▶ YOUR OBJECTIVE: Could you print exactly the lines of the listing below, starting at the line that has "kamar · 70 m²</p><p>Apartemen</p></div></li>" and ending at the line that has "M280 757 283 756 289 757", and only those lines?

┄┄┄┄┄┄┄┄┄┄

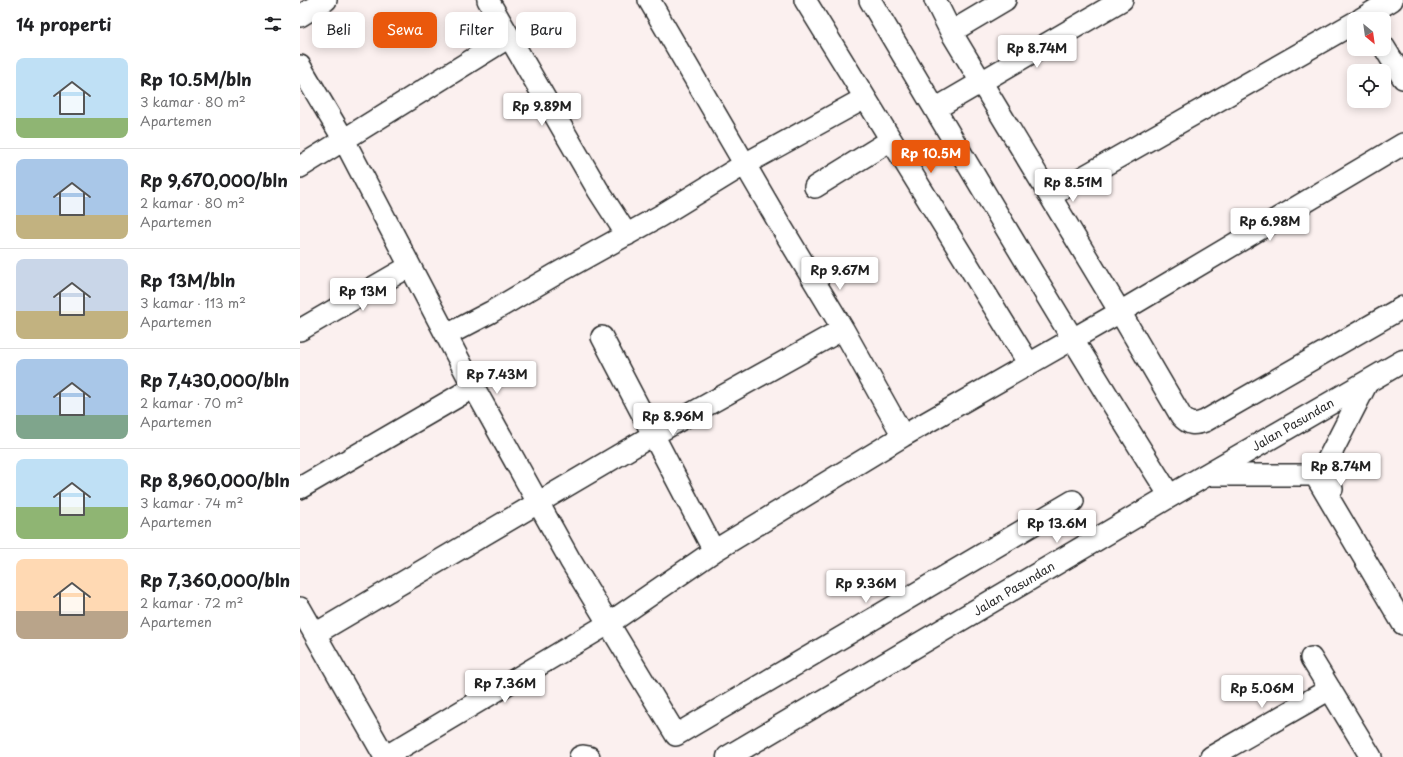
<!DOCTYPE html>
<html lang="id">
<head>
<meta charset="utf-8">
<style>
	body { margin:0; font-family:"Playpen Sans",sans-serif; background:#f2f2f2; color:#202124; height:100vh; display:flex; flex-direction:column; font-size:15px; white-space:nowrap }
	* { box-sizing:border-box; margin:0 }
	p { font-size:13px; color:#757577 }
	.icon { flex:none; width:22px; height:22px; fill:none; stroke:currentColor; stroke-width:2; stroke-linecap:round; stroke-linejoin:round }
	.map { position:relative; flex:1; overflow:hidden }
	.details { display:flex; flex-direction:column; background:#fff; width:300px }
	.details>* { flex:none }
	.hud { position:absolute; left:12px; top:12px; width:380px; height:36px; display:flex; gap:8px }
	.needle { width:26px; rotate:151deg }
	.controls { position:absolute; left:1047px; top:12px; display:grid; gap:8px }
	.controls a { display:grid; place-items:center; width:44px; height:44px; border-radius:8px; background:#fff; box-shadow:0 2px 10px #0003; font-size:20px }
	.price { position:absolute; translate:-50% -34px; padding:0 9px; border-radius:4px; background:#fff; color:#222; font-size:13px; line-height:26px; filter:drop-shadow(0 1px 2px #0008) }
	.price::after { content:''; position:absolute; left:50%; top:24px; width:12px; height:9px; margin-left:-6px; background:inherit; clip-path:polygon(0 0,100% 0,50% 100%) }
	.price.active { background:#ea580c; color:#fff }
	ul { padding:0; list-style:none }
	li { display:flex; align-items:center; gap:12px; height:100px; padding:0 16px }
	li+li { border-top:1px solid #e0e0e0 }
	li span { display:grid; place-items:center; flex:none; width:112px; height:80px; border-radius:8px; color:#555 }
	li>.icon { margin-inline-start:auto }
	span .icon { width:48px; height:48px; fill:#fffc; stroke-width:1 }
	li b { font-size:17px }
	h2 { display:flex; justify-content:space-between; align-items:center; height:48px; padding:0 16px; font-size:17px }
	.pill { padding:0 14px; border-radius:8px; background:#fff; box-shadow:0 2px 10px #0003; font-size:14px; line-height:36px }
	.pill.active { background:#ea580c; color:#fff }
	main { display:flex; flex:1; min-height:0 }
	.map>svg:first-child { display:block }
	.lines { fill:none; stroke-linecap:round; stroke-linejoin:round }
	.minor-casing { stroke:#2b2b2b; stroke-width:24 }
	.tertiary-casing { stroke:#2b2b2b; stroke-width:25 }
	.minor { stroke:#fff; stroke-width:21 }
	.tertiary { stroke:#fff; stroke-width:22 }
	.labels { text-anchor:middle; stroke-width:4; stroke-linejoin:round; paint-order:stroke }
	.street-label { font-size:12px; fill:#2b2b2b; stroke:#fff }
</style>
</head>
<body>
<main>
<section class="details">
<h2>14 properti<svg class="icon" aria-label="filters" viewBox="0 0 24 24"><path d="M4 7h16M4 17h16"/><circle cx="9" cy="7" r="2"/><circle cx="15" cy="17" r="2"/></svg></h2>
<ul>
<li><span style="background:linear-gradient(#bfe0f5 75%,#8fb573 0)"><svg class="icon" aria-label="home" viewBox="0 0 24 24"><path d="M3 11l9-7 9 7M6 9v11h12V9"/></svg></span><div><b>Rp 10.5M/bln</b><p>3 kamar · 80 m²</p><p>Apartemen</p></div></li>
<li><span style="background:linear-gradient(#a9c7e8 70%,#c2b280 0)"><svg class="icon" aria-label="home" viewBox="0 0 24 24"><path d="M3 11l9-7 9 7M6 9v11h12V9"/></svg></span><div><b>Rp 9,670,000/bln</b><p>2 kamar · 80 m²</p><p>Apartemen</p></div></li>
<li><span style="background:linear-gradient(#c9d6e8 65%,#c2b280 0)"><svg class="icon" aria-label="home" viewBox="0 0 24 24"><path d="M3 11l9-7 9 7M6 9v11h12V9"/></svg></span><div><b>Rp 13M/bln</b><p>3 kamar · 113 m²</p><p>Apartemen</p></div></li>
<li><span style="background:linear-gradient(#a9c7e8 70%,#7fa58c 0)"><svg class="icon" aria-label="home" viewBox="0 0 24 24"><path d="M3 11l9-7 9 7M6 9v11h12V9"/></svg></span><div><b>Rp 7,430,000/bln</b><p>2 kamar · 70 m²</p><p>Apartemen</p></div></li>
<li><span style="background:linear-gradient(#bfe0f5 60%,#8fb573 0)"><svg class="icon" aria-label="home" viewBox="0 0 24 24"><path d="M3 11l9-7 9 7M6 9v11h12V9"/></svg></span><div><b>Rp 8,960,000/bln</b><p>3 kamar · 74 m²</p><p>Apartemen</p></div></li>
<li><span style="background:linear-gradient(#ffd9b3 65%,#b9a48a 0)"><svg class="icon" aria-label="home" viewBox="0 0 24 24"><path d="M3 11l9-7 9 7M6 9v11h12V9"/></svg></span><div><b>Rp 7,360,000/bln</b><p>2 kamar · 72 m²</p><p>Apartemen</p></div></li>
</ul>
</section>
<div class="map">
<svg width="1103" height="757" viewBox="0 0 1103 757">
	<rect width="100%" height="100%" fill="#fbf0ef"/>
	<filter id="ink" filterUnits="userSpaceOnUse"><feTurbulence type="fractalNoise" baseFrequency=".025" numOctaves="2"/><feDisplacementMap in="SourceGraphic" scale="8" xChannelSelector="R" yChannelSelector="G"/><feConvolveMatrix kernelMatrix="1 2 1 2 8 2 1 2 1" color-interpolation-filters="sRGB"/></filter>
	<g filter="url(#ink)">
		<g class="lines">
			<g class="minor-casing">
				<path id="minor" d="M188 0 298 190 327 235
					M349 0 479 223 543 329 603 436
					M505 0 729 364
					M570 0C669 166 767 333 870 496
					M635 0 651 32 820 312 881 416C889 425 894 425 905 421L1103 307
					M0 16 26 0
					M1061 19 1092 0
					M651 32 705 0
					M1084 47 1103 78
					M0 66 44 140 167 375 270 560 376 735 773 501
					M635 109 822 0
					M0 167 209 37
					M515 187 591 140
					M750 196 1054 23
					M0 330 110 266
					M147 335 191 312 256 274 360 216 445 164 565 98
					M302 337 414 551
					M906 475H1015L1103 624
					M0 488 174 387
					M1032 489 1022 471 1067 383
					M0 608 85 757
					M15 634 353 435 543 329
					M1011 658 1071 757
					M85 757 308 624 414 551 603 436 820 312 1103 144
					M280 757 283 756 289 757
					M911 757 1030 689"/>
			</g>
			<g class="tertiary-casing">
				<path id="tertiary" d="M428 757 870 496 1103 361"/>
			</g>
			<use href="#minor" class="minor"/>
			<use href="#tertiary" class="tertiary"/>
		</g>
	</g>
	<g class="labels">
		<g class="street-label">
			<text transform="translate(993 425) rotate(-30)" y="4">Jalan Pasundan</text>
			<text transform="translate(714 589) rotate(-31)" y="4">Jalan Pasundan</text>
		</g>
	</g>
</svg>
<div class="controls">
<a><svg class="needle" viewBox="-14 -14 28 28"><path d="M0-13l5 13h-10z" fill="#e53935"/><path d="M0 13l5-13h-10z" fill="#757577"/></svg></a>
<a><svg class="icon" aria-label="locate" viewBox="0 0 24 24"><circle cx="12" cy="12" r="6"/><path d="M12 2v4M12 18v4M2 12h4M18 12h4"/></svg></a>
</div>
<b class="price" style="left:737px;top:69px">Rp 8.74M</b>
<b class="price" style="left:242px;top:127px">Rp 9.89M</b>
<b class="price active" style="left:631px;top:174px">Rp 10.5M</b>
<b class="price" style="left:773px;top:203px">Rp 8.51M</b>
<b class="price" style="left:970px;top:242px">Rp 6.98M</b>
<b class="price" style="left:540px;top:291px">Rp 9.67M</b>
<b class="price" style="left:63px;top:312px">Rp 13M</b>
<b class="price" style="left:197px;top:395px">Rp 7.43M</b>
<b class="price" style="left:373px;top:437px">Rp 8.96M</b>
<b class="price" style="left:1041px;top:487px">Rp 8.74M</b>
<b class="price" style="left:757px;top:544px">Rp 13.6M</b>
<b class="price" style="left:566px;top:604px">Rp 9.36M</b>
<b class="price" style="left:205px;top:704px">Rp 7.36M</b>
<b class="price" style="left:962px;top:709px">Rp 5.06M</b>
<div class="hud">
<a class="pill">Beli</a>
<a class="pill active">Sewa</a>
<a class="pill">Filter</a>
<a class="pill">Baru</a>
</div>
</div>
</main>
</body>
</html>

┄┄┄┄┄┄┄┄┄┄

▶ SOLUTION FOR THIS EXERCISE:
<li><span style="background:linear-gradient(#a9c7e8 70%,#7fa58c 0)"><svg class="icon" aria-label="home" viewBox="0 0 24 24"><path d="M3 11l9-7 9 7M6 9v11h12V9"/></svg></span><div><b>Rp 7,430,000/bln</b><p>2 kamar · 70 m²</p><p>Apartemen</p></div></li>
<li><span style="background:linear-gradient(#bfe0f5 60%,#8fb573 0)"><svg class="icon" aria-label="home" viewBox="0 0 24 24"><path d="M3 11l9-7 9 7M6 9v11h12V9"/></svg></span><div><b>Rp 8,960,000/bln</b><p>3 kamar · 74 m²</p><p>Apartemen</p></div></li>
<li><span style="background:linear-gradient(#ffd9b3 65%,#b9a48a 0)"><svg class="icon" aria-label="home" viewBox="0 0 24 24"><path d="M3 11l9-7 9 7M6 9v11h12V9"/></svg></span><div><b>Rp 7,360,000/bln</b><p>2 kamar · 72 m²</p><p>Apartemen</p></div></li>
</ul>
</section>
<div class="map">
<svg width="1103" height="757" viewBox="0 0 1103 757">
	<rect width="100%" height="100%" fill="#fbf0ef"/>
	<filter id="ink" filterUnits="userSpaceOnUse"><feTurbulence type="fractalNoise" baseFrequency=".025" numOctaves="2"/><feDisplacementMap in="SourceGraphic" scale="8" xChannelSelector="R" yChannelSelector="G"/><feConvolveMatrix kernelMatrix="1 2 1 2 8 2 1 2 1" color-interpolation-filters="sRGB"/></filter>
	<g filter="url(#ink)">
		<g class="lines">
			<g class="minor-casing">
				<path id="minor" d="M188 0 298 190 327 235
					M349 0 479 223 543 329 603 436
					M505 0 729 364
					M570 0C669 166 767 333 870 496
					M635 0 651 32 820 312 881 416C889 425 894 425 905 421L1103 307
					M0 16 26 0
					M1061 19 1092 0
					M651 32 705 0
					M1084 47 1103 78
					M0 66 44 140 167 375 270 560 376 735 773 501
					M635 109 822 0
					M0 167 209 37
					M515 187 591 140
					M750 196 1054 23
					M0 330 110 266
					M147 335 191 312 256 274 360 216 445 164 565 98
					M302 337 414 551
					M906 475H1015L1103 624
					M0 488 174 387
					M1032 489 1022 471 1067 383
					M0 608 85 757
					M15 634 353 435 543 329
					M1011 658 1071 757
					M85 757 308 624 414 551 603 436 820 312 1103 144
					M280 757 283 756 289 757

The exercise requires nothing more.